Please give back, word for word, each line from the start of the entries through the one in which "position:absolute; right:36px; bottom:36px;" is found.

Stored items:
____________________

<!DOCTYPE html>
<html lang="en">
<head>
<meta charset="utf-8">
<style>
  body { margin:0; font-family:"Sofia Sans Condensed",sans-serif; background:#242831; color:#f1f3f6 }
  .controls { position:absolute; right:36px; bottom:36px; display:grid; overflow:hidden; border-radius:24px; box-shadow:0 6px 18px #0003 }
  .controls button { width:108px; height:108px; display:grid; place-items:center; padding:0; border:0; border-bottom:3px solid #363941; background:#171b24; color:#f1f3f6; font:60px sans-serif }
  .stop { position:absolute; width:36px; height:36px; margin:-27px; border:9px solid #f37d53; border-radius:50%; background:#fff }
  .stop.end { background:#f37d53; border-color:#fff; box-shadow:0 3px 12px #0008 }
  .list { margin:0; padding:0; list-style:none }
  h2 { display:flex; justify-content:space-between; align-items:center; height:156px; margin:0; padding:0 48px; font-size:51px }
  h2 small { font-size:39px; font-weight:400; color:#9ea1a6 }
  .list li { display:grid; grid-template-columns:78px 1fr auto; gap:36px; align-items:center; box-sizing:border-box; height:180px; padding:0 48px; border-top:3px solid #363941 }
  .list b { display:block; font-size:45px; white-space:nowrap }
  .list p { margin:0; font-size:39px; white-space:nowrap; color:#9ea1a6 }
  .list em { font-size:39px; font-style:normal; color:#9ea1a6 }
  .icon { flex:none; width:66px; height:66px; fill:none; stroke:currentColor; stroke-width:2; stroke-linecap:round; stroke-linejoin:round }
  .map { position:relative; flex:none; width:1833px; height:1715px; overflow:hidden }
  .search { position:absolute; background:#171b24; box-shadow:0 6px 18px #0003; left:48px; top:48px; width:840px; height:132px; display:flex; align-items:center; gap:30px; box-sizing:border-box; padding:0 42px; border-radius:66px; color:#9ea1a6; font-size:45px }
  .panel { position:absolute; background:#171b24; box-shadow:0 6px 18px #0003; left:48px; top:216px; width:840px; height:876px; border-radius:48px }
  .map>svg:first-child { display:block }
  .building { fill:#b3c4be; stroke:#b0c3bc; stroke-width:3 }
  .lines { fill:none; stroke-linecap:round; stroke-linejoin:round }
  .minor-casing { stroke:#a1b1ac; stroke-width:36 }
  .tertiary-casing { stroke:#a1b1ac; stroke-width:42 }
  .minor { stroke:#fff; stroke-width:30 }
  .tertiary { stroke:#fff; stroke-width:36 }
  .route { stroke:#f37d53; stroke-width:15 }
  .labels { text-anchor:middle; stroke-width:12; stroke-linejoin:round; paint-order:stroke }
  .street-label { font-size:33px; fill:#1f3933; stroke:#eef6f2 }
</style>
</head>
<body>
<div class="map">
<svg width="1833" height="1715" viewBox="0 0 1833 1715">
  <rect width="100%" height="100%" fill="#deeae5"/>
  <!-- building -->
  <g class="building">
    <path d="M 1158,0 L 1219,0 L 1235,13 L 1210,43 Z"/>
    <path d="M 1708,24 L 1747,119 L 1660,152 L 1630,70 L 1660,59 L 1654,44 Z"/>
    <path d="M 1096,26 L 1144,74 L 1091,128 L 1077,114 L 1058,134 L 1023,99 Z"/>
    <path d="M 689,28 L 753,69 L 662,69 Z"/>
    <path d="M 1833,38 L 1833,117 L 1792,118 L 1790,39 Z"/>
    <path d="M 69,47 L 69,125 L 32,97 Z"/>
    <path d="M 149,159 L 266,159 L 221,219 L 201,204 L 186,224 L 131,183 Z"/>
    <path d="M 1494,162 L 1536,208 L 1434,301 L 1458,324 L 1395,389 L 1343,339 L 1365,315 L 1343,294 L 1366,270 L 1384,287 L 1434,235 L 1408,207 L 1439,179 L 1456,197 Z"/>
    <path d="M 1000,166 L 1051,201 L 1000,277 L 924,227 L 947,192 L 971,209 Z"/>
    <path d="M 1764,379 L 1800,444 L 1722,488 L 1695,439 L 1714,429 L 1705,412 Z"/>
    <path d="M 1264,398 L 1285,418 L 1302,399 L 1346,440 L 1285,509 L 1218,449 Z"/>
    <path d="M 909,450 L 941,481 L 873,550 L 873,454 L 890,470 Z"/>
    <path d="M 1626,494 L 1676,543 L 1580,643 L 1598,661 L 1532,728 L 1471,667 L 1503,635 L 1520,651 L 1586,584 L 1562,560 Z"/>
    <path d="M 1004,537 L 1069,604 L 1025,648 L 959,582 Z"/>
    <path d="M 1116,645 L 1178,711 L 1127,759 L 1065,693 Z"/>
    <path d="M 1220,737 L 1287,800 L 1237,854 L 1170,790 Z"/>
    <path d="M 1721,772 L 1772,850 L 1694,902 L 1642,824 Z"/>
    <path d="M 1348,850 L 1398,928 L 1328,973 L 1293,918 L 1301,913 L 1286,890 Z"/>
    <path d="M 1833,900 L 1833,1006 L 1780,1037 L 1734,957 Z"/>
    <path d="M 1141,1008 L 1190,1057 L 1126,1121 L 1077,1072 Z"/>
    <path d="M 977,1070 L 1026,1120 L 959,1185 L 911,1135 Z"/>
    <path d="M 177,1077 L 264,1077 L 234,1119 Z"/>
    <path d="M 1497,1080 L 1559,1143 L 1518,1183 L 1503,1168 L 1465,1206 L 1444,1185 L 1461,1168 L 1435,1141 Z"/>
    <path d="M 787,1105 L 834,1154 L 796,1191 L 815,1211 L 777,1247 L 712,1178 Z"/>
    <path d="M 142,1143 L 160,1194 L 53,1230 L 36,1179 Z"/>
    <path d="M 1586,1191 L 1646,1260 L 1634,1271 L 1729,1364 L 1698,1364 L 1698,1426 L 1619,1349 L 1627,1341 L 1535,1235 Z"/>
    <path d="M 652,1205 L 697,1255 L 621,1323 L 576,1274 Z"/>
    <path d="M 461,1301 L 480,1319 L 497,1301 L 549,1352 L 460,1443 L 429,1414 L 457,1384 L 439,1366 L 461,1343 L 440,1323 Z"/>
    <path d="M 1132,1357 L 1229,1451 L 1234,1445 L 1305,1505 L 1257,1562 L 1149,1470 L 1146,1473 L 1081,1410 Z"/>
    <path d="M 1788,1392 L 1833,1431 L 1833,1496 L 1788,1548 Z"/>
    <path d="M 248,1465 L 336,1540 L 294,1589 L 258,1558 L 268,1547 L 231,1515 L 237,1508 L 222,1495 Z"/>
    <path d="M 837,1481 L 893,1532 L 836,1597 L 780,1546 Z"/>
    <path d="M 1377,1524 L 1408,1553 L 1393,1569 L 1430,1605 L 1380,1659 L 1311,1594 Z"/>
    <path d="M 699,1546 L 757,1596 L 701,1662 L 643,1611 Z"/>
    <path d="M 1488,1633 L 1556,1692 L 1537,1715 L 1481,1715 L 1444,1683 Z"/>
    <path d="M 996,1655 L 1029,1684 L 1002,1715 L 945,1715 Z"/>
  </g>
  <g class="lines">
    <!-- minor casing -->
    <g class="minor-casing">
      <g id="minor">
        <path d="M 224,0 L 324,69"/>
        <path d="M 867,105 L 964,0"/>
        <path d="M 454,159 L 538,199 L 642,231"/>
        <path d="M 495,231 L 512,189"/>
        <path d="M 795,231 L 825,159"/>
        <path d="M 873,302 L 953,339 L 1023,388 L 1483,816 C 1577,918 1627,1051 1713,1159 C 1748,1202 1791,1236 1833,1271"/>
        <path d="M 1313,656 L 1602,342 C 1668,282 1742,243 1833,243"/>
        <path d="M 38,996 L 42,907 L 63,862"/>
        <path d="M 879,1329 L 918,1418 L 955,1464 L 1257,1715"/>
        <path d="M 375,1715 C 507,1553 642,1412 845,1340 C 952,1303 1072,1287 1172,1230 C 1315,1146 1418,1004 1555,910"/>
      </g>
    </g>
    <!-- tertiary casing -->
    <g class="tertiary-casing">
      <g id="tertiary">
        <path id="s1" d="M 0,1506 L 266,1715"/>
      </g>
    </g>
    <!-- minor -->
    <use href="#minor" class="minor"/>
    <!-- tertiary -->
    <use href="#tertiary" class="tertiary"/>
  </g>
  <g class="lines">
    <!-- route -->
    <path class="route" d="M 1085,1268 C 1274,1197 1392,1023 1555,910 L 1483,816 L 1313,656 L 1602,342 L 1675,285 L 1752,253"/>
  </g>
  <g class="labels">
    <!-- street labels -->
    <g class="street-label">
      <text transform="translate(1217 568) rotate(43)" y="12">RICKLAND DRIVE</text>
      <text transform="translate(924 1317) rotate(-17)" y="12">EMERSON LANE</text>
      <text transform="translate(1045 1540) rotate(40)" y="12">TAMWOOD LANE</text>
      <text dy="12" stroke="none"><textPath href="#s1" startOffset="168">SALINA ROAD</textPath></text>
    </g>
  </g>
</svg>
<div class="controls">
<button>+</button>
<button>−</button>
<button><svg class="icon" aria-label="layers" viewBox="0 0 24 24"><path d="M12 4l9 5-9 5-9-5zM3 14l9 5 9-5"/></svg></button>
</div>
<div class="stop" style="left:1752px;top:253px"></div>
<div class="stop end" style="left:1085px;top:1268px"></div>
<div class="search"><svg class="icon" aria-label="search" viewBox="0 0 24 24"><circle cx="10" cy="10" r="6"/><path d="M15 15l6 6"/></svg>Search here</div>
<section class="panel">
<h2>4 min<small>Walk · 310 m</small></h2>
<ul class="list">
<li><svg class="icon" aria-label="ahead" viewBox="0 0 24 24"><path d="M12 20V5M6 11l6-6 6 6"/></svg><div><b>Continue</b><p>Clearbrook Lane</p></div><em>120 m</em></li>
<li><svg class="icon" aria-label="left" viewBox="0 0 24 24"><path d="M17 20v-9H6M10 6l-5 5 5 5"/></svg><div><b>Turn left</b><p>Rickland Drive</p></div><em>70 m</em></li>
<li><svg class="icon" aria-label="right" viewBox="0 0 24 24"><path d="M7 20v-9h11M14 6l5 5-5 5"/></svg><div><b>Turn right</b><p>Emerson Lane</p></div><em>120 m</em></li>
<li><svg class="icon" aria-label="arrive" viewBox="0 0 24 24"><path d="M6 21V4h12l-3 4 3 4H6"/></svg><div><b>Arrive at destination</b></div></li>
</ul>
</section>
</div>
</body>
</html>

____________________

ANSWER SPACE:
<!DOCTYPE html>
<html lang="en">
<head>
<meta charset="utf-8">
<style>
  body { margin:0; font-family:"Sofia Sans Condensed",sans-serif; background:#242831; color:#f1f3f6 }
  .controls { position:absolute; right:36px; bottom:36px; display:grid; overflow:hidden; border-radius:24px; box-shadow:0 6px 18px #0003 }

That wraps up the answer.